Saheeli sorriu. Ela se levantou, tirando a água dos braços e das pernas. Ela acenou para Huatli, que veio correndo pelas ondas, com Pantlaza atrás.

“Parece que você e ele combinam bem,” Saheeli disse, ajeitando-se enquanto Huatli a abraçava.

“Ele é lindo,” riu a poeta-guerreira, sem fôlego, cheirando a suor, protetor solar e mar. “E estou exausta e embriagada de sol. Preciso me refrescar — vamos para a praia ou para a água?”

“Para a praia,” Saheeli disse. Ela beijou Huatli e empurrou-a para frente. Ela seguiu Huatli pela areia quente até a sombra da mata ciliar, onde se deitaram sobre uma toalha larga. Huatli remexeu em sua mochila e tirou um frasco de água, do qual bebeu e depois ofereceu a Saheeli.

“Certo,” Huatli disse, observando Saheeli beber. “O que você não está me contando?”

Saheeli sorriu novamente, suavemente. “É tão lindo aqui.”

“E você parece tão triste com isso,” Huatli disse. Ela semicerrou os olhos e olhou para o oceano, onde as ondas brilhavam e quebravam. “Você tentou transplanar de novo?”

“Sim,” Saheeli sussurrou. “Não senti nada.”

“É o pior,” Huatli disse. Ela passou um dedo pelo cabelo de Saheeli, girando-o lentamente. “Você sente um buraco. Um vácuo. Dor, como um membro que foi queimado pelo sol.”

Saheeli assentiu.

“Com minha centelha, me senti completa,” Huatli disse. “Uma parte de mim descoberta. Liberta. Agora que se foi,” Huatli colocou a mão em forma de concha diante do peito, como se segurasse o coração. Ela apertou a mão em punho, as juntas dos dedos estalando, depois balançou a mão – dissipando novamente o que já havia sido dissipado.

“Desculpe, meu bem, eu não queria trazer você para cá comigo,” Saheeli disse. “Não gosto de ficar triste na praia. Está tão bonito hoje.”

Huatli encolheu os ombros. “É bonito todos os dias,” ela disse.

Saheeli deu de ombros. Ela sacudiu o braço de Huatli. “Para de graça, estou realmente triste com isso e me sinto boba por estar triste com isso. Por um curto tempo fomos abençoadas pelo infinito; acho que nunca pensei que poderíamos perder essa bênção.”

“Não tem problema ficar triste,” Huatli disse. “É como você disse: perdemos um presente. Perdemos o Multiverso. Todas as suas histórias e todas as suas maravilhas.” Ela se sentou. “O que você acha que aconteceu?”

Saheeli sorriu. Huatli a conhecia bem – é claro que ela já havia pensado nisso.

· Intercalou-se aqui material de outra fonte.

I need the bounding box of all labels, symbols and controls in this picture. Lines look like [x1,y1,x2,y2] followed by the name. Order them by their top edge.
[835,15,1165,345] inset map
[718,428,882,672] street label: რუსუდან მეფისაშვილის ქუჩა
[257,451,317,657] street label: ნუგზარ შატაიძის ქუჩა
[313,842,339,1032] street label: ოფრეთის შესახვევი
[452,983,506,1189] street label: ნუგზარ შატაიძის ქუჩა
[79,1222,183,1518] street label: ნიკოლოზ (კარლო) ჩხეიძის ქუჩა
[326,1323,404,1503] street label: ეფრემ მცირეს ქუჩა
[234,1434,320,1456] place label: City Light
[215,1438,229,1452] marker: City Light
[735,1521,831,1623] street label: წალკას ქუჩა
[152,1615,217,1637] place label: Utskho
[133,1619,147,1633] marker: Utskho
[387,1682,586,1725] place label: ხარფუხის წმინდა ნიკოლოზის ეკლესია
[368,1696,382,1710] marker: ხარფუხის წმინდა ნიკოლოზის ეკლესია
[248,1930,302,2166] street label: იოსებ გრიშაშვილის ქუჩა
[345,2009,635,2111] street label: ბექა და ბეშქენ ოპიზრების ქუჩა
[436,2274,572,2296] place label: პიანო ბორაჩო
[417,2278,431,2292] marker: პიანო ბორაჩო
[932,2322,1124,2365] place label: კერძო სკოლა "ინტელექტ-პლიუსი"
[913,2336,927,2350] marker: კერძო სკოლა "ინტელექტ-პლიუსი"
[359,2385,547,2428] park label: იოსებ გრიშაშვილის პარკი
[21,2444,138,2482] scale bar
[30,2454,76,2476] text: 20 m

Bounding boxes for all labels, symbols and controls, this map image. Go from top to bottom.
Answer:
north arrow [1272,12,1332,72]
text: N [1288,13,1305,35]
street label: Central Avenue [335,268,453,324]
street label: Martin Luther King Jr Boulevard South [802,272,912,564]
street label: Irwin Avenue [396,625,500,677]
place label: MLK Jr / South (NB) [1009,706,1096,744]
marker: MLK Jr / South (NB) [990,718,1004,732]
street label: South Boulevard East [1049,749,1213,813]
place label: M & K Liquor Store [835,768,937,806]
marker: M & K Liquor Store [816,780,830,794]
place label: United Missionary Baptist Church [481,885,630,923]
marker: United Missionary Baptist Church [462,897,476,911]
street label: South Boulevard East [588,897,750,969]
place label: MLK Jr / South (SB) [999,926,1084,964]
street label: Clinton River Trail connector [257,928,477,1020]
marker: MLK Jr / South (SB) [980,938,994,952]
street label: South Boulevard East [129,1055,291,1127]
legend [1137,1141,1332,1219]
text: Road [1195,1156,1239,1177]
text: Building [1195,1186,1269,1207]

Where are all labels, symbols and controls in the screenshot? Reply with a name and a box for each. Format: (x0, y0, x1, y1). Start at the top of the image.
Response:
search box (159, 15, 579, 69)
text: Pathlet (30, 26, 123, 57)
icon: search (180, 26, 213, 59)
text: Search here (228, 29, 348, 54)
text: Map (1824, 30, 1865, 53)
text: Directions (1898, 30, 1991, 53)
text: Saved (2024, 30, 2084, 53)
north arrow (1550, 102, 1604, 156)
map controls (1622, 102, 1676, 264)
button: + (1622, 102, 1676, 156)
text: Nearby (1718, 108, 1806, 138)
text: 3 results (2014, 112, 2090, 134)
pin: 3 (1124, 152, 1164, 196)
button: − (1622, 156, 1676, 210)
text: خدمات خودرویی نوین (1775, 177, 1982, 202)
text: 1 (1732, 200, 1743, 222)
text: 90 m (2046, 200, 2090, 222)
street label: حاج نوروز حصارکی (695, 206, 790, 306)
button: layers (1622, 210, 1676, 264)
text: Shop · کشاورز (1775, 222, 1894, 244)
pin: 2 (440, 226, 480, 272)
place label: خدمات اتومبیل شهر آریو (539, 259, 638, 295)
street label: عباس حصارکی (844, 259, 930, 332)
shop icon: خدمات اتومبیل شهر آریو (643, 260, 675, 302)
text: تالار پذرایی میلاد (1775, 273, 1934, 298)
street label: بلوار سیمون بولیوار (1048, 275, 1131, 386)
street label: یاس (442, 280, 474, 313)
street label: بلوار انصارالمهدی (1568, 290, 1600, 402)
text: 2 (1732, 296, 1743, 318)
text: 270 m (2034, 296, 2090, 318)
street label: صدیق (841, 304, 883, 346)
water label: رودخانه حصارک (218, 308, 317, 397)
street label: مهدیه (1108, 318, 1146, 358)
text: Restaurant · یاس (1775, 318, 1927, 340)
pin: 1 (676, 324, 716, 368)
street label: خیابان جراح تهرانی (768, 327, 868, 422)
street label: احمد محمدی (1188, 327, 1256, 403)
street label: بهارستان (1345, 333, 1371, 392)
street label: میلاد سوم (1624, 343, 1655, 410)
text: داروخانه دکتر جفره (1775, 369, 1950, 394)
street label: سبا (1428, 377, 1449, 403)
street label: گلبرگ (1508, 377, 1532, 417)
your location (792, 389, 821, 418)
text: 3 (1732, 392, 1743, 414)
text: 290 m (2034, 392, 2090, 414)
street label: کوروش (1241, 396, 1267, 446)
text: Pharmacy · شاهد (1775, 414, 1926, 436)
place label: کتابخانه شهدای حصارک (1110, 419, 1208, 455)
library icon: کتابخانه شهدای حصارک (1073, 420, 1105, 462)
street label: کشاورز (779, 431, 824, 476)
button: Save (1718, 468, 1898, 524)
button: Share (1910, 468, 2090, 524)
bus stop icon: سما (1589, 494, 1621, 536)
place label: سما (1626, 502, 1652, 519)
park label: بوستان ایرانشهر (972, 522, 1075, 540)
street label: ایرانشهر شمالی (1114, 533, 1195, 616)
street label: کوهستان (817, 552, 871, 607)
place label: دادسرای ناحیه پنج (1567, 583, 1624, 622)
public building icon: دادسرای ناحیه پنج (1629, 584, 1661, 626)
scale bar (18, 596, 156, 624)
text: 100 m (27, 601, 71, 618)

“Existe uma regra,” Saheeli disse. “Uma lei da realidade que afirma que seus elementos fundamentais – mana, éter, essas coisas – não podem ser criados ou destruídos. Apenas alterados.” Saheeli repetiu a maneira como Huatli segurou sua mão com a sua e depois a moveu para longe do peito. “Movimento é mudança.”

“Então você acha que nossas centelhas ‘mudaram’?”

“Exato. Nossas centelhas foram movidas. Não destruídas,” Saheeli deixou cair a mão de volta no colo. “Você não pode destruir os elementos fundamentais da realidade. Vida e morte, ser e inexistência. É tudo o mesmo substrato, apenas a expressão muda.”

“E a localização.”

“E a localização,” concordou Saheeli.

“Onde?”

Saheeli encolheu os ombros. “Em algum lugar. Não sei.”

“Se elas foram levadas, podemos recuperá-las.”

“Talvez sim, talvez não.”

“Alguém pode,” Huatli sugeriu. Saheeli sorriu e desviou o olhar. “Enquanto isso,” Huatli disse, “temos Ixalan. E tudo isso.” Huatli apontou para o horizonte. “O que você acha que tem ali?”

“Não sei,” Saheeli disse. Ela olhou de volta para Huatli, que estava sorrindo. “O quê?”

“Eu também não sei,” Huatli disse. “Os piratas da Coalizão Brônzea podem saber, mas eu não. Oficialmente, o Império do Sol nunca navegou para o norte.” Ela se levantou, ofereceu a mão a Saheeli e a colocou de pé também. “Podemos ir juntas, sem pressa e descobrir. Explorar este mundo que é novo para você e para mim.”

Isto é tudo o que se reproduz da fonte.